Paranoid Android

This past week I discovered that a part of my home network had an admin panel with a generic login.  If that wasn’t scary enough, after updating the credentials I found that various of my network logs showed warnings for DoS attacks and other weird behavior.  Finally, I was also running into internet connectivity issues where I would have to restart my network devices almost daily.

I decided to investigate (see my legal disclaimer a couple of paragraphs down).  I started with WireShark, an effective packet sniffer with a convenient and useful GUI.  This very quickly gave me an idea of what my network traffic looks like.  On the other hand, there were many odd source addresses and very little context to make any determinations.  There were no obvious red flags that would indicate something like a DoS or DDoS, but the odd source addresses, for example there were many different Amazon EC2 instances, gave me pause.

I needed a way to make sense of the traffic.  I compared timestamps and port numbers between WireShark and my network logs.  I quickly realized that my network log warnings were very rare compared to the general traffic (another indicator that I didn’t need to worry about DoS).  I also found that although my network device logged one warning on port 80, I didn’t find any corresponding packets in my WireShark grab.  That was reassuring because it meant that was deflected, noone was sitting on it, or it wasn’t a threat to begin with.  But it was not enough to satisfy me.

I did a simple Google search on the kind of network warnings I had in my logs and found reputable sources confirming that the EC2 instances were likely from a service like Netflix and that sometimes they can cause this warning.  Again, reassuring, but not quite enough.
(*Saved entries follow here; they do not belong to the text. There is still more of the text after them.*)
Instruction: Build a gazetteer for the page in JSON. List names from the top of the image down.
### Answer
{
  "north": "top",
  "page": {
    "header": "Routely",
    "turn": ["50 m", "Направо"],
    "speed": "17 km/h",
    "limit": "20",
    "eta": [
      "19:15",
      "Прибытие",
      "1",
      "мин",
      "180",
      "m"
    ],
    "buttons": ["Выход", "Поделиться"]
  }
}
I decided to run a couple nmap (network mapper) commands.  Note that because this was my personal network with devices I own there were no legal issues with me using these tools.  However (legal disclaimer), if you are planning to use these tools make sure you understand the legal ramifications in your jurisdiction first.  Nmap has a webpage explaining some things to consider, but ultimately only an expert in law can tell you for sure.

I ran the following nmap commands:

nmap -sT <host>

nmap -sV <host>

The first command returned a list of ports that nmap connected to on my network.  The second command returned a list of software versions running on those ports.

At that point I felt I had a very good idea of what was happening on my network and everything looked pretty ok.  For example, the software running on most of the ports was exactly what I expected.  However, just to check a couple of odd ball ports that were running what appeared to be software updaters, I ran one final command on each port:

lsof -i tcp:<port>

This ‘list open files’ command, using the show-all-connections flag, returns all processes running tcp on that port on your local machine.  Just as I suspected, running this command returned nothing because the processes running them were on another machine.  This was enough for me at the time because it met my expectations which put me at ease.